Custom Scores

Custom scores let you attach evaluation results to traces from any source — your own deterministic checks, user feedback, A/B test outcomes, or external evaluation systems. They’re the most flexible evaluation method in XeroML.

Use Cases

User feedback — store thumbs up/down or star ratings collected in your UI
Deterministic checks — regex match, JSON schema validation, exact string comparison
Business metrics — order completed, support ticket resolved, conversion rate
External evaluators — scores from third-party safety filters or domain-specific models
Custom LLM judges — run your own evaluation logic and push results to XeroML

Adding Scores via SDK

Score a specific trace by ID:

from xeroml import get_client

xeroml = get_client()

xeroml.score(
    trace_id="trace_abc123",
    name="user-feedback",
    value=1,  # thumbs up
    comment="User clicked helpful",
    data_type="NUMERIC",
)

Score with categorical values:

xeroml.score(
    trace_id="trace_abc123",
    name="safety-check",
    value="pass",
    data_type="CATEGORICAL",
)

Score a specific observation (span or generation):

xeroml.score(
    trace_id="trace_abc123",
    observation_id="obs_xyz789",
    name="retrieval-relevance",
    value=0.92,
    data_type="NUMERIC",
)

import { XeroMLClient } from "@xeroml/client";

const xeroml = new XeroMLClient();

await xeroml.score({
  traceId: "trace_abc123",
  name: "user-feedback",
  value: 1,
  comment: "User clicked helpful",
  dataType: "NUMERIC",
});

curl -X POST https://cloud.xeroml.com/api/public/v2/scores \
  -u "pk-xm-...:sk-xm-..." \
  -H "Content-Type: application/json" \
  -d '{
    "traceId": "trace_abc123",
    "name": "user-feedback",
    "value": 1,
    "comment": "User clicked helpful",
    "dataType": "NUMERIC"
  }'

Passing the Trace ID to Your Frontend

To score traces from user interactions, you need the trace ID in your frontend.
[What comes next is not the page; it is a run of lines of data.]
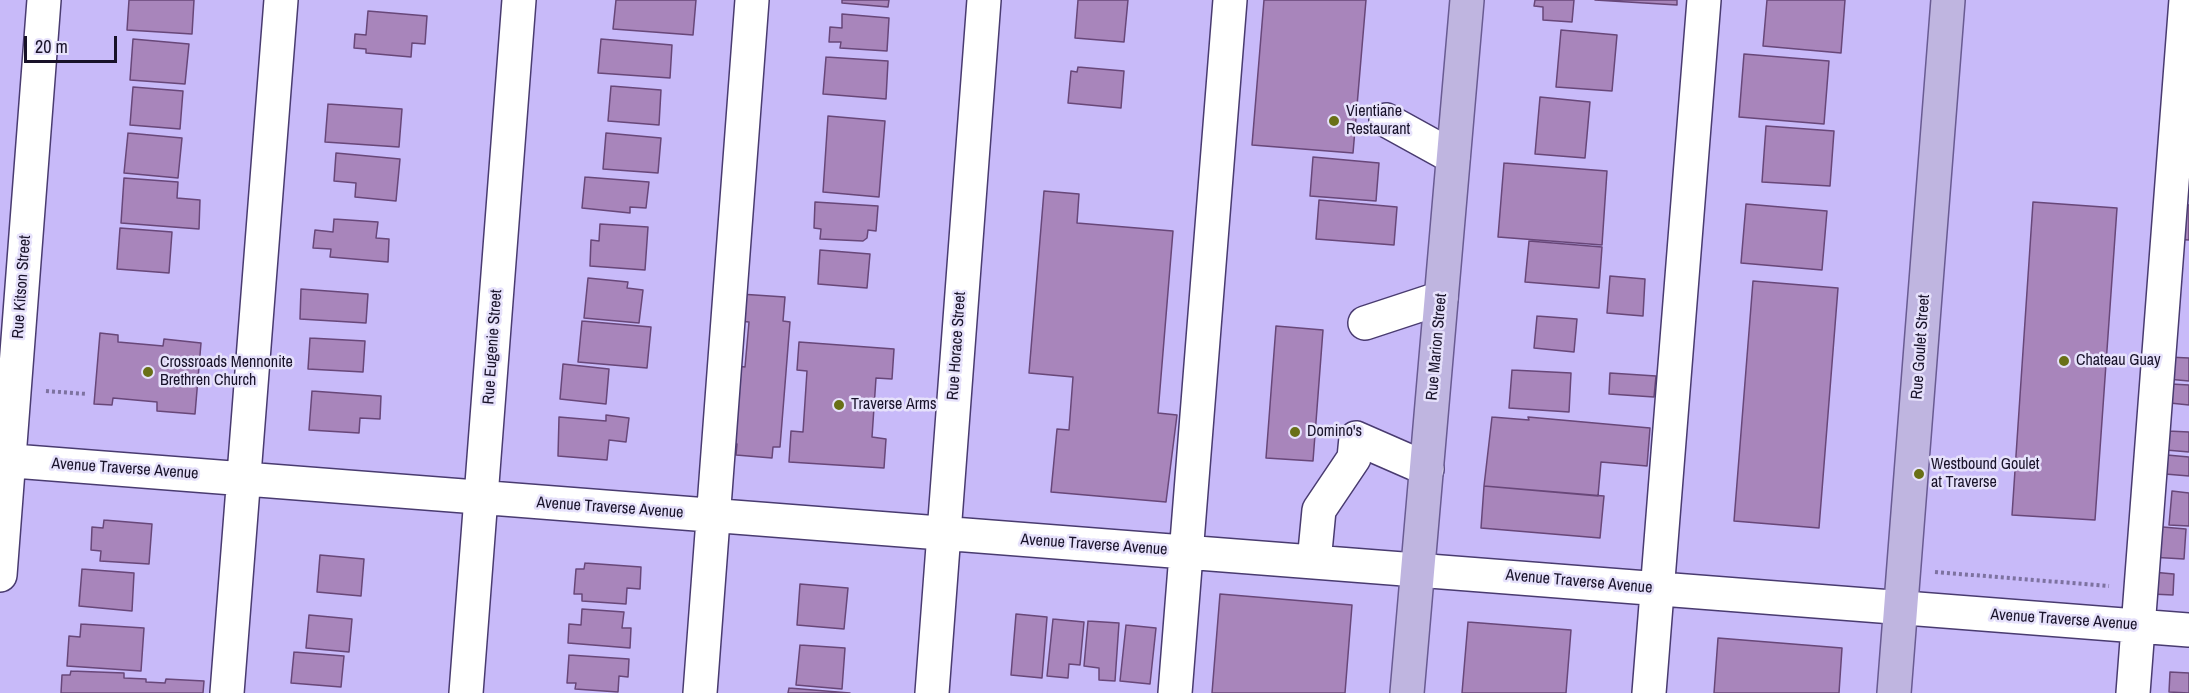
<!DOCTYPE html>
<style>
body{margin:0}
#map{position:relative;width:2189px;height:693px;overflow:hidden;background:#c8baf9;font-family:"Archivo Narrow",sans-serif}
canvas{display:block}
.scale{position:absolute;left:24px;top:36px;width:93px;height:27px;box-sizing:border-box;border:3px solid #181229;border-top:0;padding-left:8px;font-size:18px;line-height:21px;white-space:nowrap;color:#181229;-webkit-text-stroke:4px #e6e1fb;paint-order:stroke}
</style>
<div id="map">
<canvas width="2189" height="693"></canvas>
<div class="scale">20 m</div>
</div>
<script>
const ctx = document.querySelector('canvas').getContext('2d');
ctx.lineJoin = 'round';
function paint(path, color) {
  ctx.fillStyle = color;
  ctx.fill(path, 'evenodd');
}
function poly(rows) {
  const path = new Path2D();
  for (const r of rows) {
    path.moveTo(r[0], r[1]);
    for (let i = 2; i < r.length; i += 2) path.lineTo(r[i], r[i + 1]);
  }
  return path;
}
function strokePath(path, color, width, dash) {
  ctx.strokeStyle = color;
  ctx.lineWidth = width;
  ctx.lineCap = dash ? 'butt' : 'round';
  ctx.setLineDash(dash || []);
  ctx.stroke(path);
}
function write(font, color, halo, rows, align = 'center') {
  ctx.font = font + ' "Archivo Narrow",sans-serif';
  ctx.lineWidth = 5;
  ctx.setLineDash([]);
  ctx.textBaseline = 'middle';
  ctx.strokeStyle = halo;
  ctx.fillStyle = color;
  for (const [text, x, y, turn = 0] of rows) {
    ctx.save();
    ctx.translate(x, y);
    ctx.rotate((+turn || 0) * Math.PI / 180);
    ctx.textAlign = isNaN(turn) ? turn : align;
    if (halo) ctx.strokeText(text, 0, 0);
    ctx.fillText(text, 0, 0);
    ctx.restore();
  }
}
const building = poly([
 [129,0,194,0,192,34,127,30,129,0],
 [616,0,696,0,693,35,613,29,616,0],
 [842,0,889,0,888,7,842,3,842,0],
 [1078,0,1128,0,1124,42,1075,38,1078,0],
 [1264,0,1366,0,1353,153,1252,145,1264,0],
 [1535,0,1574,0,1572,22,1543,20,1543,7,1534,6,1535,0],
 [1595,0,1677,0,1677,5,1595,0],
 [1767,0,1845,0,1841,53,1763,46,1767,0],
 [368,11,427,16,425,44,412,43,411,57,366,53,366,49,354,48,355,34,366,35,368,11],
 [842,14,889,18,887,51,840,48,841,42,829,42,830,27,842,28,842,14],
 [1561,30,1617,35,1612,91,1556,87,1561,30],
 [133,39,189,44,185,84,130,80,133,39],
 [601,39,672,45,670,78,598,73,601,39],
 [1744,54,1829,61,1824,124,1739,117,1744,54],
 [826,57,888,61,886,99,823,94,826,57],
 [1078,67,1124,71,1121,108,1068,103,1071,71,1077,72,1078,67],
 [611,86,661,90,659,125,608,121,611,86],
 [133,87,183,91,180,129,130,125,133,87],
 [1540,97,1590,102,1585,158,1535,154,1540,97],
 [328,104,402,109,399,147,325,142,328,104],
 [828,116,885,121,879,197,823,192,828,116],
 [1766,126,1834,131,1830,186,1762,182,1766,126],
 [128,133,182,138,178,178,124,173,128,133],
 [606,133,661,138,658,173,603,169,606,133],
 [336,153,400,159,396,201,355,197,356,183,334,181,336,153],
 [1313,157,1379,163,1376,201,1310,196,1313,157],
 [1504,163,1607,171,1602,245,1498,237,1504,163],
 [585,177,649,182,646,208,630,207,630,213,582,208,585,177],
 [124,178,178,182,177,198,200,200,199,229,121,223,124,178],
 [1044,191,1079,194,1077,223,1173,231,1158,413,1177,415,1166,502,1051,492,1057,429,1069,430,1073,377,1029,373,1044,191],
 [1319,200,1397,207,1394,245,1316,239,1319,200],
 [815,202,878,206,876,231,868,230,867,238,863,241,820,239,821,229,814,228,815,202],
 [2033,202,2117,208,2095,520,2012,515,2033,202],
 [1746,204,1827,211,1822,270,1741,263,1746,204],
 [2176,204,2189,205,2189,240,2173,239,2176,204],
 [334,219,378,222,376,238,389,239,388,262,330,257,331,249,313,248,315,230,333,232,334,219],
 [600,224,648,227,645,270,590,266,591,240,599,241,600,224],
 [120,228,172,232,169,273,117,269,120,228],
 [1529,241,1602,247,1599,288,1525,282,1529,241],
 [820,250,870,254,867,288,818,284,820,250],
 [1610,276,1645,279,1643,316,1607,313,1610,276],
 [588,278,628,282,627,288,643,290,639,323,584,318,588,278],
 [1753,281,1838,288,1819,528,1734,521,1753,281],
 [301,289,368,294,366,323,300,319,301,289],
 [740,294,785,297,783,321,790,322,780,447,773,447,772,458,736,455,737,444,732,444,737,366,745,367,749,322,739,321,740,294],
 [1537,316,1577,319,1574,352,1534,348,1537,316],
 [582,321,651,327,647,368,578,362,582,321],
 [1276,326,1323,330,1313,461,1266,458,1276,326],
 [100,333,118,335,118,342,163,346,164,339,201,343,195,414,157,411,157,402,113,398,112,405,94,404,100,333],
 [310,338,365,341,363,372,308,369,310,338],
 [799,342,894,349,892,379,876,378,872,437,886,439,884,468,789,462,791,431,803,432,807,371,797,370,799,342],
 [2168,357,2189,358,2189,381,2167,379,2168,357],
 [563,364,609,369,606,404,560,399,563,364],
 [1512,370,1571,373,1569,412,1509,408,1512,370],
 [1610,373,1656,376,1654,397,1609,394,1610,373],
 [2171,384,2189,385,2189,405,2170,403,2171,384],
 [312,391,381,396,380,419,360,418,359,433,309,430,312,391],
 [606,415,629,418,626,442,609,440,607,460,558,456,559,417,606,421,606,415],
 [1492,417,1529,420,1528,417,1650,428,1647,466,1601,462,1598,496,1484,486,1492,417],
 [2168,431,2189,432,2189,452,2166,450,2168,431],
 [2167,455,2189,457,2189,476,2165,474,2167,455],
 [1484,486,1604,496,1600,538,1481,528,1484,486],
 [2172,491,2189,493,2189,526,2169,525,2172,491],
 [104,520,152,524,149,564,100,561,101,551,91,550,92,527,103,528,104,520],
 [2151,526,2186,529,2184,559,2150,557,2151,526],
 [320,555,364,559,361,596,317,592,320,555],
 [585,563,641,567,640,589,627,588,626,604,582,601,582,594,574,594,576,569,584,569,585,563],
 [82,569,134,573,132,611,79,606,82,569],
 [2152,572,2174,574,2173,595,2151,594,2152,572],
 [800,584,848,588,844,629,797,625,800,584],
 [1220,594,1352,605,1345,693,1212,693,1220,594],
 [582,609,624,612,622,628,631,628,630,648,568,643,569,624,581,625,582,609],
 [1016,614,1047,617,1042,678,1011,675,1016,614],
 [309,615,352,619,349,652,306,648,309,615],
 [1053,619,1084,622,1080,665,1069,664,1068,678,1047,676,1053,619],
 [1088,621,1119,623,1115,681,1099,680,1099,668,1084,666,1088,621],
 [1468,622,1571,630,1566,693,1462,693,1468,622],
 [81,624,144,628,141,671,67,666,69,636,80,637,81,624],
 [1126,625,1156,628,1150,684,1120,681,1126,625],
 [1718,638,1842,648,1839,693,1714,693,1718,638],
 [800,645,845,648,842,689,796,685,800,645],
 [294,652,344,656,341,687,291,683,294,652],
 [569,655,629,659,628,677,619,676,618,692,575,689,576,683,567,683,569,655],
 [71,671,124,673,124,678,146,679,146,682,165,683,166,679,204,681,203,693,61,693,62,675,70,675,71,671],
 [2170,672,2189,673,2189,693,2169,692,2170,672],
 [789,688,850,693,788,693,789,688]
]);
paint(building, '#a885bb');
strokePath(building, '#684779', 1.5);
const minor = poly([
 [1386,120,1453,157],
 [1365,323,1441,298],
 [0,460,2189,630],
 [1314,562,1319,510,1354,458,1356,438,1427,469],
 [0,575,44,0],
 [227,693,281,0],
 [466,693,519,0],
 [700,693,752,0],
 [932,693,984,0],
 [1175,693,1230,0],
 [1649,693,1704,0],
 [2133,693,2186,0]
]);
const major = poly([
 [1407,693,1467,0],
 [1894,693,1948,0]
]);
strokePath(minor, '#493b70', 36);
strokePath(major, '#695b92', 36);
strokePath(poly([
 [46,391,87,394],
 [1935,572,2109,586]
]), '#7d72a0', 4, [3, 3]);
strokePath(minor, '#fff', 33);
strokePath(major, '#bfb5e0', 33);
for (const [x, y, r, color] of [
 [1334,121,6,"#697017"],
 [2064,361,6,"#697017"],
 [148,372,6,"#697017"],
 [839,405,6,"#697017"],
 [1295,432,6,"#697017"],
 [1919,474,6,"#697017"]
]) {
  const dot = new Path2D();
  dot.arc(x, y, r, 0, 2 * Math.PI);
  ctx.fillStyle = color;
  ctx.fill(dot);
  strokePath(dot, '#e6e1fb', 2);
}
write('16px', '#181229', '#e6e1fb', [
 ["Vientiane",1346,112],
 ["Restaurant",1346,130],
 ["Chateau Guay",2076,361],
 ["Crossroads Mennonite",160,363],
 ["Brethren Church",160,381],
 ["Traverse Arms",851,405],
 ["Domino's",1307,432],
 ["Westbound Goulet",1931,465],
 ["at Traverse",1931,483]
], 'left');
write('16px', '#181229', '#e6e1fb', [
 ["Rue Kitson Street",22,287,-86],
 ["Rue Horace Street",957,346,-86],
 ["Rue Eugenie Street",493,347,-86],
 ["Rue Marion Street",1437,347,-85],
 ["Rue Goulet Street",1921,347,-86],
 ["Avenue Traverse Avenue",125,469,4],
 ["Avenue Traverse Avenue",610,508,4],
 ["Avenue Traverse Avenue",1094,545,4],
 ["Avenue Traverse Avenue",1579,582,5],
 ["Avenue Traverse Avenue",2064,620,4]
]);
</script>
Generate it deterministically so you don’t need to pass it through your response:

from xeroml import create_trace_id, propagate_attributes

# Generate a deterministic trace ID from a session + request identifier
trace_id = create_trace_id(seed=f"session-{session_id}-msg-{message_id}")

with propagate_attributes(trace_id=trace_id):
    response = handle_request(user_message)

# Return trace_id to the frontend alongside the response
return {"response": response, "trace_id": trace_id}

Then on the frontend, when the user submits feedback, send the trace_id back and call the XeroML API (or your backend which calls XeroML) to store the score.

Score Data Types

Type	Values	Use for
`NUMERIC`	Any float	Ratings, confidence scores, latency penalties
`BOOLEAN`	`true` / `false`	Pass/fail checks, binary feedback
`CATEGORICAL`	Any string	Named categories, multi-class labels

Viewing Custom Scores

Custom scores appear in the trace detail view alongside automated scores. In the Metrics dashboard, you can chart any score name over time, compare across prompt versions, and filter traces by score value.